## [Work instruction]
Locate the string "serif" throughout the material and copy every line in which it occurs.
****************
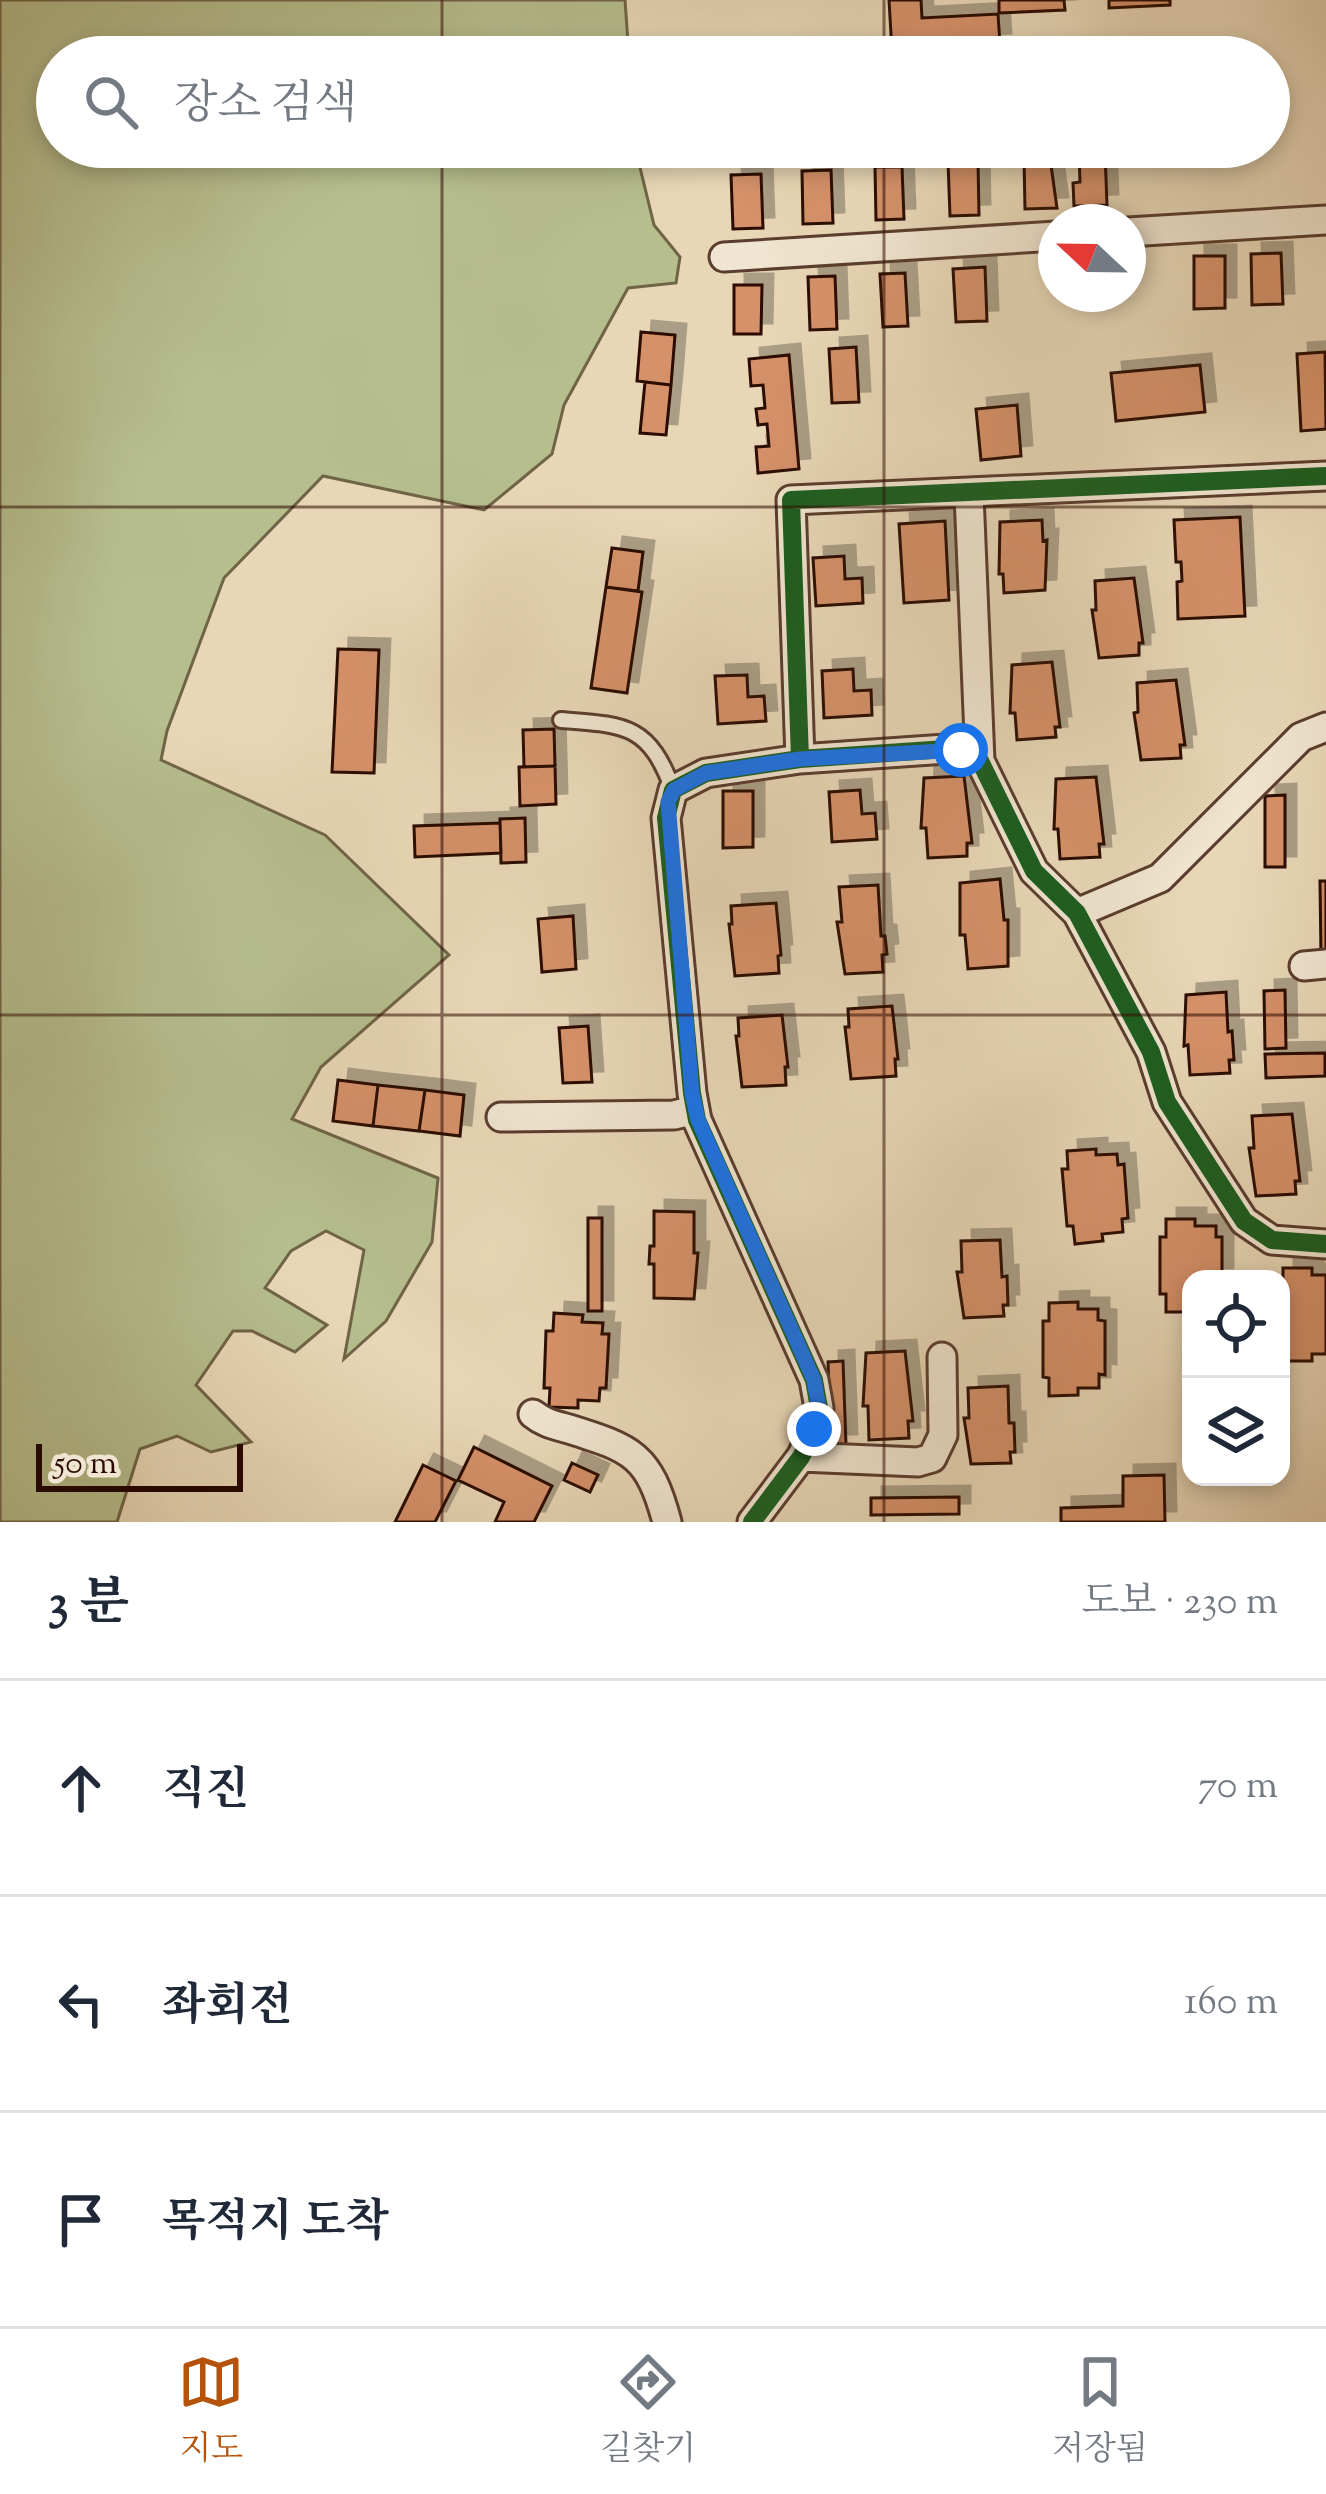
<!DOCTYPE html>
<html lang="ko">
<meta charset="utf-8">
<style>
:root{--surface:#fff;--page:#f6f6f7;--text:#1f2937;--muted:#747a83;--line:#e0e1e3;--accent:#b45309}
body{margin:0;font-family:"Sorts Mill Goudy","Noto Serif KR",serif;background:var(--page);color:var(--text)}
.controls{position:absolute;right:36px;bottom:36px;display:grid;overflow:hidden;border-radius:24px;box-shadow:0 6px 18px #0003}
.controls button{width:108px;height:108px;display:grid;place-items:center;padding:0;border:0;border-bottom:3px solid var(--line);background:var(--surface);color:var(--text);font:60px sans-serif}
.compass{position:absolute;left:1038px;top:204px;width:108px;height:108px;border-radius:50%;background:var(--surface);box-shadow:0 6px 18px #0003;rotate:292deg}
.scale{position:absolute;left:36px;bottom:30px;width:207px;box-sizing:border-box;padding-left:12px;border:6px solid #2b0a00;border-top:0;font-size:33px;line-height:42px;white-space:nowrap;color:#2b0a00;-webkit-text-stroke:9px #f0e5d0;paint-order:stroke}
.stop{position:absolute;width:36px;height:36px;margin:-27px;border:9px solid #1a73e8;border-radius:50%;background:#fff}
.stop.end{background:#1a73e8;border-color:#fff;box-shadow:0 3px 12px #0008}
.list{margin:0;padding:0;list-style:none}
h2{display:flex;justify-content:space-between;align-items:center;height:156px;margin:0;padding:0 48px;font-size:51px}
h2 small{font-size:39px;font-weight:400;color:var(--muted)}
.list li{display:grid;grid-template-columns:78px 1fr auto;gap:36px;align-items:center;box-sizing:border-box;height:216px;padding:0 48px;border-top:3px solid var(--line)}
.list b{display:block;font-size:45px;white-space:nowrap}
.list em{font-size:39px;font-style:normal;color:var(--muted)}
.icon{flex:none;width:66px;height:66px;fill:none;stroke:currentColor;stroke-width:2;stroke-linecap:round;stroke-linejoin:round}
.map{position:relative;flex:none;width:1326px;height:1522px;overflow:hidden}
.search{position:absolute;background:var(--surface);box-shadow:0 6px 18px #0003;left:36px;right:36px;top:36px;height:132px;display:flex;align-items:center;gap:30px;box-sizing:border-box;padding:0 42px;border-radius:66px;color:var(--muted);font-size:45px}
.sheet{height:804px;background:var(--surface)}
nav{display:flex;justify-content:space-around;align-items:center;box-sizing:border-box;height:168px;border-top:3px solid var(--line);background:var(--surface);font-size:33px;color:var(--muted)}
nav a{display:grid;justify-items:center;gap:6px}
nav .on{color:var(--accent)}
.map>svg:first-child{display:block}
.green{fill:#b6be8e;stroke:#706447;stroke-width:3}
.building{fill:#d5916b;stroke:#2b0a00;stroke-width:3;filter:url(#shadow)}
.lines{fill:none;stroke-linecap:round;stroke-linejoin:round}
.service-casing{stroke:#5a3d2e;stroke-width:20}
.minor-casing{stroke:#5a3d2e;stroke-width:33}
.service{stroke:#f0e5d0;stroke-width:14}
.minor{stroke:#f0e5d0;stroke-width:27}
.cycleway-casing{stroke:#f0e5d0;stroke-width:26}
.cycleway{stroke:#1b5e20;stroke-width:18}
.route{stroke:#1a73e8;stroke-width:15}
.grid{fill:none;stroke:#2b0a00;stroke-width:3;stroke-opacity:0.55}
</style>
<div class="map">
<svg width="1326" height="1522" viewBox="0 0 1326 1522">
<defs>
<filter id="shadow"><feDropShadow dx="11" dy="-11" stdDeviation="0" flood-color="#0004"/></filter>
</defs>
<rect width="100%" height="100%" fill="#e8d7b7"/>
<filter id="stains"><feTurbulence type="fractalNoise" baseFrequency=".00167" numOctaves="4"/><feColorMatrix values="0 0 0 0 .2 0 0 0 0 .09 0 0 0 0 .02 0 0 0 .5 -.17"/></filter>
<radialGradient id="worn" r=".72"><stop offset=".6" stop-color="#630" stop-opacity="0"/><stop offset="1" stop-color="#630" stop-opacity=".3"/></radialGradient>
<!-- green -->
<path class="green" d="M0,0H625L629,57H57V147H635L654,225L680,257L676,283L628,288L564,405L552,454L484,510L323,476L224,578L167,731L161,760L325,835L449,955L321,1067L292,1119L438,1178L432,1242L386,1321L344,1359L364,1250L326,1231L291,1251L265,1288L327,1325L295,1352L252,1331H233L196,1385L251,1442L211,1452L177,1436L140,1449L117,1522H0Z"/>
<!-- building -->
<path class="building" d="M889,0H921L922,18L998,14L1000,44L892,51Z
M999,0H1064L1065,10L999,13Z
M1109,0H1170V5L1109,8Z
M1105,152L1107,205L1074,206L1073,183L1080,182L1079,153Z
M1050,158L1057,208L1025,209L1024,159Z
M978,161L979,215L950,216L948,162Z
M875,167H902L904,219L876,220Z
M831,170L833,223L803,224L802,171Z
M761,174L763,228L733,229L731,175Z
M1281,253L1283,304L1252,305L1251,254Z
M1194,256H1225V308L1194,309Z
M985,267L987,321L956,322L953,269Z
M905,273L908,326L883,327L880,274Z
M835,276L837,329L810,330L808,277Z
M734,285H762L761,334H734Z
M641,332L675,335L671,385L637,381Z
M856,347L859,402L832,403L829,349Z
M1325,352L1326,429L1301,431L1297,354Z
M789,355L799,469L758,473L756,447L769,446L767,424L758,425L756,409L765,408L763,385L751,386L749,359Z
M1200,365L1205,412L1116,421L1111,373Z
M645,382L671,385L666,435L640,433Z
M1017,405L1021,456L981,460L976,409Z
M1240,517L1245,616L1178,619L1177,582L1182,581L1181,562H1176L1174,520Z
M1042,520L1043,541L1047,540L1045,590L1004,593L1003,574H999L1000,522Z
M945,521L949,600L904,603L899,524Z
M612,548L643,552L638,591L606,587Z
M844,556L845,579L862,578L863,603L816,606L813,558Z
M1134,578L1143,643H1139V655L1099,658L1092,610H1096L1095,581Z
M606,587L642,592L627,693L591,688Z
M338,649L379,650L374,773L332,772Z
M1052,662L1060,727H1055L1056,737L1017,740L1015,713H1010L1012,665Z
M853,669L854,691L871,690L872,715L824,718L822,671Z
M747,675L748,697L764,696L766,721L718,724L715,676Z
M1176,680L1185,745H1180L1181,758L1141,760L1134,713L1138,712L1137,683Z
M554,729L555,766L524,767L523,730Z
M555,766L556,804L520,806L519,767Z
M964,776L972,843H967V856L928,858L926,828H921L924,778Z
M1096,777L1104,844H1099L1100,857L1060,859L1058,829H1054L1056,779Z
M860,790L862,814L875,813L877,839L832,842L829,792Z
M723,791H753V847L723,848Z
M1285,795V867H1265V796Z
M525,818L526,862L501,863L500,819Z
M500,823L501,853L415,857L414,826Z
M1000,879L1004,920H1008V966L968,969L965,935H960V883Z
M1320,881H1326V956H1321Z
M878,885L881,936H885L887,954L882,955L883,972L845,974L837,922H842L839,887Z
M776,903L781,955L778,956L779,973L735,976L729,924H732L731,906Z
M573,916L576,969L542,972L538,919Z
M1285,990L1286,1048L1265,1049L1264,991Z
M1226,992L1228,1032L1232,1031L1234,1060H1229L1230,1073L1190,1075L1188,1045L1184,1046L1186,995Z
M892,1006L898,1059H895L896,1076L851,1079L845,1027H849L848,1009Z
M782,1015L788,1067H785L786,1085L742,1087L736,1036H739L738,1018Z
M588,1026L592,1082L563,1083L559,1028Z
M1325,1053V1076L1266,1078L1265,1054Z
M338,1080L378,1085L373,1126L333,1121Z
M378,1085L425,1090L419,1131L373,1126Z
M425,1090L464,1095L460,1136L419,1131Z
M1292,1114L1300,1181H1295L1296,1194L1256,1196L1249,1148H1254L1252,1116Z
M1096,1149V1155L1117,1154L1118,1165L1124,1164L1128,1218L1122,1219L1123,1232L1102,1234L1103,1241L1075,1244L1073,1226H1067L1062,1169H1068L1067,1151Z
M654,1211L694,1212V1253H698L694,1299L654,1298V1264H649L650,1246H654Z
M588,1218H602V1311H588Z
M1166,1219H1195V1226H1216V1237H1222V1279H1191V1312H1166V1294H1160V1237H1166Z
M1000,1240L1002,1277L1007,1276L1008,1305H1003L1004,1316L964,1318L957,1272H962L961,1241Z
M1283,1268H1312V1275H1326V1354H1312V1361H1283Z
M1078,1302V1309H1098V1320L1105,1321V1375L1099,1374V1388H1078V1395L1049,1396V1378L1043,1377V1321H1049V1303Z
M554,1313L583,1315L582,1322L603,1323L602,1334H609L606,1388H600L599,1401L578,1400V1408L549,1407L550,1388H544L546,1331H553Z
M905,1351L913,1421H908L909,1438L869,1440L868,1406H863L866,1353Z
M843,1361L846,1445H831L828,1362Z
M1008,1386L1009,1423H1014L1015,1452H1010L1011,1463L971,1464L964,1418H969L968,1388Z
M474,1447L552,1486L534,1522H495L504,1502L458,1480Z
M572,1463L598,1475L590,1492L564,1480Z
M423,1465L456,1481L435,1522H395Z
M1164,1475L1165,1522H1061V1508L1123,1506V1476Z
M959,1497V1514L871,1515V1498Z"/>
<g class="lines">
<defs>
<path id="service" d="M561,720C625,725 649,724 673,790"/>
<path id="minor" d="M1128,232L1326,220
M724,257L1056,236
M969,494L980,761
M800,759L791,500L1326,476
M1077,913L1160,878L1301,737L1326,727
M1304,966L1326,964
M501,1117L674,1115L695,1110
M533,1414C544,1423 555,1425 569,1429C633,1449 649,1455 667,1522
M801,1457L918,1462L932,1458L943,1435L942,1357
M752,1522L801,1457L815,1429L819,1408L814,1380L697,1120L692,1093L666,818L673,790L706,773L800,759L946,749L961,750L980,761L1034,871L1077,913L1151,1052L1167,1102L1244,1221L1272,1240L1326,1244"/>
</defs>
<!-- service casing -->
<use href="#service" class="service-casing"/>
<!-- minor casing -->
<use href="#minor" class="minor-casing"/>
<!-- service -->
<use href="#service" class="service"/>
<!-- minor -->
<use href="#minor" class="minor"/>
<defs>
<path id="cycleway" d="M800,759L791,500L1326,476
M752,1522L801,1457L815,1429L819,1408L814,1380L697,1120L692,1093L666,818L673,790L706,773L800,759L946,749L961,750L980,761L1034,871L1077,913L1151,1052L1167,1102L1244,1221L1272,1240L1326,1244"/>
</defs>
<!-- cycleway casing -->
<use href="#cycleway" class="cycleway-casing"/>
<!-- cycleway -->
<use href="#cycleway" class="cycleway"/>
</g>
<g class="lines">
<!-- route -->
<path class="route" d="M814,1429L819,1408L814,1380L698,1120L692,1093L668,802L674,790L706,773L800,759L961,750"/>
</g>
<!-- grid -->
<path class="grid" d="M442,0V57M884,0V57M442,147V1522M884,147V1522M0,507H1326M0,1015H1326"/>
<rect width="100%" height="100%" filter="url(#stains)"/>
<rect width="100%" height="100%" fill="url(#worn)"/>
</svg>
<div class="controls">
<button><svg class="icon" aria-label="locate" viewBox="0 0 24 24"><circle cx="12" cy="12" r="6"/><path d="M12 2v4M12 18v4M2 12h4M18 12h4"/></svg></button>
<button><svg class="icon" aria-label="layers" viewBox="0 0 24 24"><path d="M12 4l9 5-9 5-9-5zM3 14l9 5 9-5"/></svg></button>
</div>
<svg class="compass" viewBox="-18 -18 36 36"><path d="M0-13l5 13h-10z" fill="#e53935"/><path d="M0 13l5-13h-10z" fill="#747a83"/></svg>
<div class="scale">50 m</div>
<div class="stop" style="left:961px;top:750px"></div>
<div class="stop end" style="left:814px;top:1429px"></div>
<div class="search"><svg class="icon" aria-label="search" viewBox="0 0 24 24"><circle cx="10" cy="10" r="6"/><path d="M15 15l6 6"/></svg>장소 검색</div>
</div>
<section class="sheet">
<h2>3 분<small>도보 · 230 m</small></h2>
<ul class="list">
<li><svg class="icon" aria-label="ahead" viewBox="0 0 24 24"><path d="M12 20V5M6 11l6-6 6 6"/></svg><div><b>직진</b></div><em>70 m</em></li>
<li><svg class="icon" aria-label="left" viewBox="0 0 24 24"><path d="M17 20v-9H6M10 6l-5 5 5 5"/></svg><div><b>좌회전</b></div><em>160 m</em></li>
<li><svg class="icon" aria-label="arrive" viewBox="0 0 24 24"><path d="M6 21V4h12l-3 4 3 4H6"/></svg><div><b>목적지 도착</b></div></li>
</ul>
</section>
<nav>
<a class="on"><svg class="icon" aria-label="map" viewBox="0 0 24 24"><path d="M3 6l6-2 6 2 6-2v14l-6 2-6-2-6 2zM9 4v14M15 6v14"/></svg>지도</a>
<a><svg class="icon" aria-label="directions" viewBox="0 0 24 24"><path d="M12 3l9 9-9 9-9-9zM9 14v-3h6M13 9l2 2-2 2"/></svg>길찾기</a>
<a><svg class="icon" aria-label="saved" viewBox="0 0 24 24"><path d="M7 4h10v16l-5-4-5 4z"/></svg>저장됨</a>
</nav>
****************
## [Exercise result]
body{margin:0;font-family:"Sorts Mill Goudy","Noto Serif KR",serif;background:var(--page);color:var(--text)}
.controls button{width:108px;height:108px;display:grid;place-items:center;padding:0;border:0;border-bottom:3px solid var(--line);background:var(--surface);color:var(--text);font:60px sans-serif}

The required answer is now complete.